Time
45 minutes
Difficulty
Easy
Course
Appetizers
Ingredients
Servings 4
- 1 lb zucchini
- 1 onion
- 3 oz ricotta cheese
- ¾ oz pine nuts
- 2 tablespoons Academia Barilla 100% Italian Extra Virgin Olive Oil
- salt to taste
- 7 oz tomato sauce
- ½ cup dry white wine
- 2 tablespoons ligurian olives (small, black brine cured olives)
- 1 handful capers
Preparation
20 minutes preparation + 25 minutes cooking
Cut off the ends of the zucchini, them cut them in half to make two small logs. Cook by either steaming or boiling in a pot of boiling, salted water for about 5 minutes.
Once cooked, drain, and cut them lengthwise. Use a teaspoon to dig out the pulp, giving the zucchini the shape of small boats.
Heat a tablespoon of oil in a pan, add half a finely chopped onion, and as soon as it is lightly browned, add half of the pulp of the zucchini and sauté for 2 or 3 minutes. Then add salt, remove from heat and mix with the ricotta and 2/3rds of the pine nuts, roasted and chopped.

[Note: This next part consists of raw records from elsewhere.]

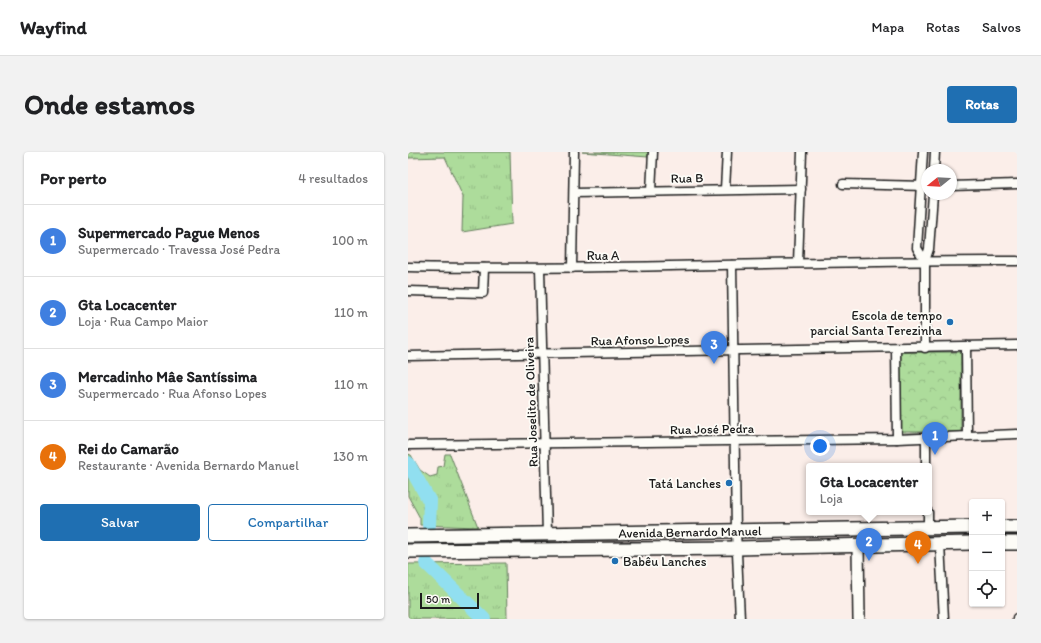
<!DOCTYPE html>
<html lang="pt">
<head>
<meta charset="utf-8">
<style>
	body { margin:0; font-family:Itim,sans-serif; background:#f2f2f2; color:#202124 }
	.controls { position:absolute; right:12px; bottom:12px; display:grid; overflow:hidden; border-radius:4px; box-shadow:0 1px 3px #0004 }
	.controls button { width:36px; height:36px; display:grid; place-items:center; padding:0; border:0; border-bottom:1px solid #e0e0e0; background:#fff; color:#202124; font:20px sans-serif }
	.compass { position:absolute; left:513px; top:12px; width:36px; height:36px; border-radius:50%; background:#fff; box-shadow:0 1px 3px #0004; rotate:252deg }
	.scale { position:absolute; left:12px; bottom:10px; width:59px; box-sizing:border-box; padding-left:4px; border:2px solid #1c1c1c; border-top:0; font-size:11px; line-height:14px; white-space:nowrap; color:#1c1c1c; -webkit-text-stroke:3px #fdfcf7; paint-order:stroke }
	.you { position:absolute; left:412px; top:294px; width:14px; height:14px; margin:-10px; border:3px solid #fff; border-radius:50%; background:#1a73e8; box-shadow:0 0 0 6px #1a73e833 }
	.badge { display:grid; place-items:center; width:26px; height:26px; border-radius:50%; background:#1f6fb2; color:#fff; font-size:13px; font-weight:700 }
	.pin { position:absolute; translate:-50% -33px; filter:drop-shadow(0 1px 2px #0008) }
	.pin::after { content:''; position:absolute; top:21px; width:14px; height:12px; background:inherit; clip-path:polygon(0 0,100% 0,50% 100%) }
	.popup { position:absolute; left:398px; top:311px; width:126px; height:52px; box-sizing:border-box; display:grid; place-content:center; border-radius:4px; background:#fff; filter:drop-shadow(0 1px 3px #0005); font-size:13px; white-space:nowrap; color:#757577 }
	.popup b { font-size:15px; color:#202124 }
	.popup::after { content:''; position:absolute; left:50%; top:100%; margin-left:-8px; border:8px solid transparent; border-top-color:#fff }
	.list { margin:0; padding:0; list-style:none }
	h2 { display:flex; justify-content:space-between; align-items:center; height:52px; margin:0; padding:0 16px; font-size:17px }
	h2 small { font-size:13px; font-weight:400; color:#757577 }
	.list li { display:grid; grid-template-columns:26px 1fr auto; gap:12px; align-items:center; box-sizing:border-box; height:72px; padding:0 16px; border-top:1px solid #e0e0e0 }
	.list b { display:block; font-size:15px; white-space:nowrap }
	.list p { margin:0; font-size:13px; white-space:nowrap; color:#757577 }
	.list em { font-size:13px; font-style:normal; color:#757577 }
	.actions { display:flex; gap:8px; padding:12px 16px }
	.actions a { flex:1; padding:9px 0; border:1px solid #1f6fb2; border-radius:4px; text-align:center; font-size:14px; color:#1f6fb2 }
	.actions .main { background:#1f6fb2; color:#fff }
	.icon { flex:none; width:22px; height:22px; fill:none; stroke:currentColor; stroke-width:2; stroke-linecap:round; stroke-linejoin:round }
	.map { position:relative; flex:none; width:609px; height:467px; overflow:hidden; border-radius:4px }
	header { display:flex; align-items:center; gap:24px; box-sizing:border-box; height:56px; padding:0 20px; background:#fff; border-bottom:1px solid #e0e0e0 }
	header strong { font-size:19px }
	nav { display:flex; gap:22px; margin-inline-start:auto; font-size:14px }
	.intro { display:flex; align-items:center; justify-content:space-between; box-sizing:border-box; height:96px; padding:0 24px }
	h1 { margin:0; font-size:28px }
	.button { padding:10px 18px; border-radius:4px; background:#1f6fb2; color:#fff; font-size:14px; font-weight:700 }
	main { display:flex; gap:24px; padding:0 24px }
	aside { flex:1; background:#fff; border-radius:4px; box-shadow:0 1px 3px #0004 }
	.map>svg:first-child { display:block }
	.grass { fill:url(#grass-tufts); stroke:#647c5c }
	.park { fill:url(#park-crowns); stroke:#647c5c }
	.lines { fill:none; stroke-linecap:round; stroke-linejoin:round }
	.river { stroke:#91dff0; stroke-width:14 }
	.street-casing { stroke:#1c1c1c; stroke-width:11 }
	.secondary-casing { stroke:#1c1c1c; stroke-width:14 }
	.primary-casing { stroke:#1c1c1c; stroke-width:16 }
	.street { stroke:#fdfcf7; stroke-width:8 }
	.secondary { stroke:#fdfcf7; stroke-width:11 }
	.primary { stroke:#fdfcf7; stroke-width:13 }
	.poi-dot { fill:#1f6fb2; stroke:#fdfcf7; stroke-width:1.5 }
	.labels { text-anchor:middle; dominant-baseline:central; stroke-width:3.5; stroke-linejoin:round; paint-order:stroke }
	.street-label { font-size:13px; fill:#1c1c1c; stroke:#fdfcf7 }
	.poi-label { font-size:13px; fill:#1c1c1c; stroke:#fdfcf7; text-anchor:end }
</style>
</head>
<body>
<header>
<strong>Wayfind</strong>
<nav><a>Mapa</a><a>Rotas</a><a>Salvos</a></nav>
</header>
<div class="intro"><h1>Onde estamos</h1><a class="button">Rotas</a></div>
<main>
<aside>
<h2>Por perto<small>4 resultados</small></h2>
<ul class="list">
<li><span class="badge" style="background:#3f7fe0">1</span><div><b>Supermercado Pague Menos</b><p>Supermercado · Travessa José Pedra</p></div><em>100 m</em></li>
<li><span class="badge" style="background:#3f7fe0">2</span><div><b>Gta Locacenter</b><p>Loja · Rua Campo Maior</p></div><em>110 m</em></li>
<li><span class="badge" style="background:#3f7fe0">3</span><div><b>Mercadinho Mâe Santíssima</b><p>Supermercado · Rua Afonso Lopes</p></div><em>110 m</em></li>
<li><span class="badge" style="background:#e8710a">4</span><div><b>Rei do Camarão</b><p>Restaurante · Avenida Bernardo Manuel</p></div><em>130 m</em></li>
</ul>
<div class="actions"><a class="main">Salvar</a><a>Compartilhar</a></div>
</aside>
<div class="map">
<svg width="609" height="467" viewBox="0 0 609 467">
	<defs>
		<pattern id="grass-tufts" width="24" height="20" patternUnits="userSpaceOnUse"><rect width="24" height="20" fill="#addc9b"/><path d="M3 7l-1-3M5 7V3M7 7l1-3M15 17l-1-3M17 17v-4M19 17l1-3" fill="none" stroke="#94bc85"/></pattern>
		<pattern id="park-crowns" width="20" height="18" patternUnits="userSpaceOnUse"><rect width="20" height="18" fill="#addc9b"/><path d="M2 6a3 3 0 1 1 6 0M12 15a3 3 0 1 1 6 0" fill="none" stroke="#94bc85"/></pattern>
	</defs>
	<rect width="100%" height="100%" fill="#fbeee9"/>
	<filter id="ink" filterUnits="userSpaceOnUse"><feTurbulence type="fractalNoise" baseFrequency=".025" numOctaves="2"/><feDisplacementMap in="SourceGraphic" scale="8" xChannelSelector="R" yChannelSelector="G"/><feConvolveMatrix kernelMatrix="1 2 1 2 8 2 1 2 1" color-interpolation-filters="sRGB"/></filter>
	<g filter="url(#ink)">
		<g class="grass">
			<path d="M0,0H102L104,72L54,80L55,45L37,5L0,6Z"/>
			<path d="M0,302L3,303L12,318L22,325L29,323L30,315L35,314L37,302H42L70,375L12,373V366L0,344Z"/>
			<path d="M98,411L99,467H0V412Z"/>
		</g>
		<g class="park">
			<path d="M174,0H241L240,5Z"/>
			<rect x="491" y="200" width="62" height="80"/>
		</g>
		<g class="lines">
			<g class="river">
				<path d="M0,311L22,350L21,373"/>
				<path d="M18,411L76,467"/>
			</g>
			<defs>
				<g id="street">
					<path d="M515,0L509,96L517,109"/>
					<path d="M526,18L527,0"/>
					<path d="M435,32L518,34"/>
					<path d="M543,34L609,32"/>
					<path d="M317,37L319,0"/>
					<path d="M243,39L245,0"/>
					<path d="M166,41L393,37"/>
					<path d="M390,111L394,0"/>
					<path d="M324,113L328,379L332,467"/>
					<path d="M0,115C203,119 406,108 609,109"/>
					<path d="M164,116L166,0"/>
					<path d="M132,117L139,382"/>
					<path d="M0,139L75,141L76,116"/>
					<path d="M558,194L559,283"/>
					<path d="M488,196L489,287"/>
					<path d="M517,196V109L521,97L525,42"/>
					<path d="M0,204L609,193"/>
					<path d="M518,286V314"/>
					<path d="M0,293L489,287L609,282"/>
					<path d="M520,360V376"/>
					<path d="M532,392L536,467"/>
					<path d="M609,467V466"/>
				</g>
				<path id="secondary" d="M450,394L451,467"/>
				<g id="primary">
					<path d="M594,375H609"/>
					<path d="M0,384L564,375"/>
					<path d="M594,391H609"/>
					<path d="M0,399L330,396L564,391"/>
				</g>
			</defs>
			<use href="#street" class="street-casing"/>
			<use href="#secondary" class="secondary-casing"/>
			<use href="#primary" class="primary-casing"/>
			<use href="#street" class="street"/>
			<use href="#secondary" class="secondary"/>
			<use href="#primary" class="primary"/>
		</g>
	</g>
	<g class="poi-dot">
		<circle cx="542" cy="170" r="4"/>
		<circle cx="321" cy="331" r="4"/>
		<circle cx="207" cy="409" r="4"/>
	</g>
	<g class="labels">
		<g class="street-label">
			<text transform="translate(279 26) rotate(-1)">Rua B</text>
			<text x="195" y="103">Rua A</text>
			<text transform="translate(232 188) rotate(-1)">Rua Afonso Lopes</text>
			<text transform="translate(123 250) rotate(-92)">Rua Joselito de Oliveira</text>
			<text transform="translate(304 277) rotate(-1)">Rua José Pedra</text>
			<text transform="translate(282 380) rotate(-1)">Avenida Bernardo Manuel</text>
		</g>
		<g class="poi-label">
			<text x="534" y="163">Escola de tempo<tspan x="534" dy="15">parcial Santa Terezinha</tspan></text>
			<text x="313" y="331">Tatá Lanches</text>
			<text x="215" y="409" text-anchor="start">Babêu Lanches</text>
		</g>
	</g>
</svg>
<div class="controls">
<button>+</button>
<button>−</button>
<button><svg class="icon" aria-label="locate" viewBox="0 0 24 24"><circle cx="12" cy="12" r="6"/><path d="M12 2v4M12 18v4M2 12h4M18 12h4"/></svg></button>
</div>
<svg class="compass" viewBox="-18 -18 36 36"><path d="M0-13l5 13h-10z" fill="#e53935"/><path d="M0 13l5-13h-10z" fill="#757577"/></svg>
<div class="scale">50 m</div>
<div class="you"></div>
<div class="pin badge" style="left:527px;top:303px;background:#3f7fe0">1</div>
<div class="pin badge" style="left:461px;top:409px;background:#3f7fe0">2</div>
<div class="popup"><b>Gta Locacenter</b>Loja</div>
<div class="pin badge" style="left:306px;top:212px;background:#3f7fe0">3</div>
<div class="pin badge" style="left:510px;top:412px;background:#e8710a">4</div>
</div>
</main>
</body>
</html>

Stuff the zucchini with the filling and decorate with remaining whole pine nuts.
To prepare the sauce:
Place another pan over medium heat, with the remaining tablespoon of oil and, as soon as it is hot, add the other half of the onion, sliced, but not too thinly. Then add the tomato sauce and season with salt. Mix with a wooden spoon, adding the white wine. Let cook for 10 minutes.
Then, remove the sauce from the heat, add the capers, previously desalted by passing them under running water, and sliced, pitted olives. Mix.
Pour the sauce into a serving dish, place stuffed zucchini on top and serve immediately.
Food history
Despite their difference in size, pumpkins and zucchini are actually different varieties of the same plant, which has great ability to adapt and has spread throughout the world.
What distinguishes the two varieties is their time of harvest: the first, are harvested when fully ripe, while the latter when they are still immature, and their skin is still soft.
Although the pumpkin plant was one of the few to be widespread on both sides of the Atlantic Ocean since ancient times, the particular variety of zucchini that Italians now eat was introduced in Europe in the fifteenth century after the discovery of America by Christopher Columbus.
Because the new zucchini were similar to the pumpkins already growing in Europe, they
were among the first vegetables from the New World to spread to the eastern shore of the Atlantic, so much so that in the sixteenth century, news of their cultivation and preparation was reported in several texts.